--- Data ---
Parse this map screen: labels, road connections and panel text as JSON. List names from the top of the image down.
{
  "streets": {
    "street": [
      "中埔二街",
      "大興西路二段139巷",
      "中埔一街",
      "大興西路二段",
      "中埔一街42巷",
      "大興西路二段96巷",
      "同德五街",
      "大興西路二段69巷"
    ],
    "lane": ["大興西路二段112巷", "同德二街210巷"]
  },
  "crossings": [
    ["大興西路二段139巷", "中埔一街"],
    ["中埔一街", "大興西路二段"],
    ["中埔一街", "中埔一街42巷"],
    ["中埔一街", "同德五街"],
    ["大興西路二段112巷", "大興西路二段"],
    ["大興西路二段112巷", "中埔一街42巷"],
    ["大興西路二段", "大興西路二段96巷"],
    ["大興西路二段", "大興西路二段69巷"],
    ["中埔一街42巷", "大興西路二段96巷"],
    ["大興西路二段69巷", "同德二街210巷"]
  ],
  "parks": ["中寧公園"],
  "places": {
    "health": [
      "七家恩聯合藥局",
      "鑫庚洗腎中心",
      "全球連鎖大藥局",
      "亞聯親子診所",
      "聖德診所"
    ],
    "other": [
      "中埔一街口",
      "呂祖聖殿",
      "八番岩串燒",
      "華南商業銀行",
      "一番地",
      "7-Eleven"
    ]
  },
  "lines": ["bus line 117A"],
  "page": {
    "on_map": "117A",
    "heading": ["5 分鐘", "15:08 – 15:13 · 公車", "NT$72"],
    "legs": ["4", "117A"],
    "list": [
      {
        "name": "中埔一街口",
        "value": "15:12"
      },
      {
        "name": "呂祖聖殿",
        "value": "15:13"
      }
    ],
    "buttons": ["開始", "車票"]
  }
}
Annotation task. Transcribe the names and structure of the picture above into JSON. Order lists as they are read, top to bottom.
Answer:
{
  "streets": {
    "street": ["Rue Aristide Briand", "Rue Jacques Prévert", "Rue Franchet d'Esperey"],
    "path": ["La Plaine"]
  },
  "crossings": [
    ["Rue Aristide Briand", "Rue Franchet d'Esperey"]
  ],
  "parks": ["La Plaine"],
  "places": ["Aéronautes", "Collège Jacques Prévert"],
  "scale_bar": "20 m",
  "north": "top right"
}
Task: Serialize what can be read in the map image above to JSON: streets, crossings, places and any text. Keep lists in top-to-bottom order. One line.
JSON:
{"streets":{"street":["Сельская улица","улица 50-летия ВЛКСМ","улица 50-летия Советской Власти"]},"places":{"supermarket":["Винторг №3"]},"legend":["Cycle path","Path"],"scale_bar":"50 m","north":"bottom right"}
---
## What you should do
Would you please print every record exactly as written?

## The answer
Parse this map screen: labels, road connections and panel text as JSON. List names from the top of the image down.
{
  "streets": {
    "street": [
      "中埔二街",
      "大興西路二段139巷",
      "中埔一街",
      "大興西路二段",
      "中埔一街42巷",
      "大興西路二段96巷",
      "同德五街",
      "大興西路二段69巷"
    ],
    "lane": ["大興西路二段112巷", "同德二街210巷"]
  },
  "crossings": [
    ["大興西路二段139巷", "中埔一街"],
    ["中埔一街", "大興西路二段"],
    ["中埔一街", "中埔一街42巷"],
    ["中埔一街", "同德五街"],
    ["大興西路二段112巷", "大興西路二段"],
    ["大興西路二段112巷", "中埔一街42巷"],
    ["大興西路二段", "大興西路二段96巷"],
    ["大興西路二段", "大興西路二段69巷"],
    ["中埔一街42巷", "大興西路二段96巷"],
    ["大興西路二段69巷", "同德二街210巷"]
  ],
  "parks": ["中寧公園"],
  "places": {
    "health": [
      "七家恩聯合藥局",
      "鑫庚洗腎中心",
      "全球連鎖大藥局",
      "亞聯親子診所",
      "聖德診所"
    ],
    "other": [
      "中埔一街口",
      "呂祖聖殿",
      "八番岩串燒",
      "華南商業銀行",
      "一番地",
      "7-Eleven"
    ]
  },
  "lines": ["bus line 117A"],
  "page": {
    "on_map": "117A",
    "heading": ["5 分鐘", "15:08 – 15:13 · 公車", "NT$72"],
    "legs": ["4", "117A"],
    "list": [
      {
        "name": "中埔一街口",
        "value": "15:12"
      },
      {
        "name": "呂祖聖殿",
        "value": "15:13"
      }
    ],
    "buttons": ["開始", "車票"]
  }
}
Annotation task. Transcribe the names and structure of the picture above into JSON. Order lists as they are read, top to bottom.
Answer:
{
  "streets": {
    "street": ["Rue Aristide Briand", "Rue Jacques Prévert", "Rue Franchet d'Esperey"],
    "path": ["La Plaine"]
  },
  "crossings": [
    ["Rue Aristide Briand", "Rue Franchet d'Esperey"]
  ],
  "parks": ["La Plaine"],
  "places": ["Aéronautes", "Collège Jacques Prévert"],
  "scale_bar": "20 m",
  "north": "top right"
}
Task: Serialize what can be read in the map image above to JSON: streets, crossings, places and any text. Keep lists in top-to-bottom order. One line.
JSON:
{"streets":{"street":["Сельская улица","улица 50-летия ВЛКСМ","улица 50-летия Советской Власти"]},"places":{"supermarket":["Винторг №3"]},"legend":["Cycle path","Path"],"scale_bar":"50 m","north":"bottom right"}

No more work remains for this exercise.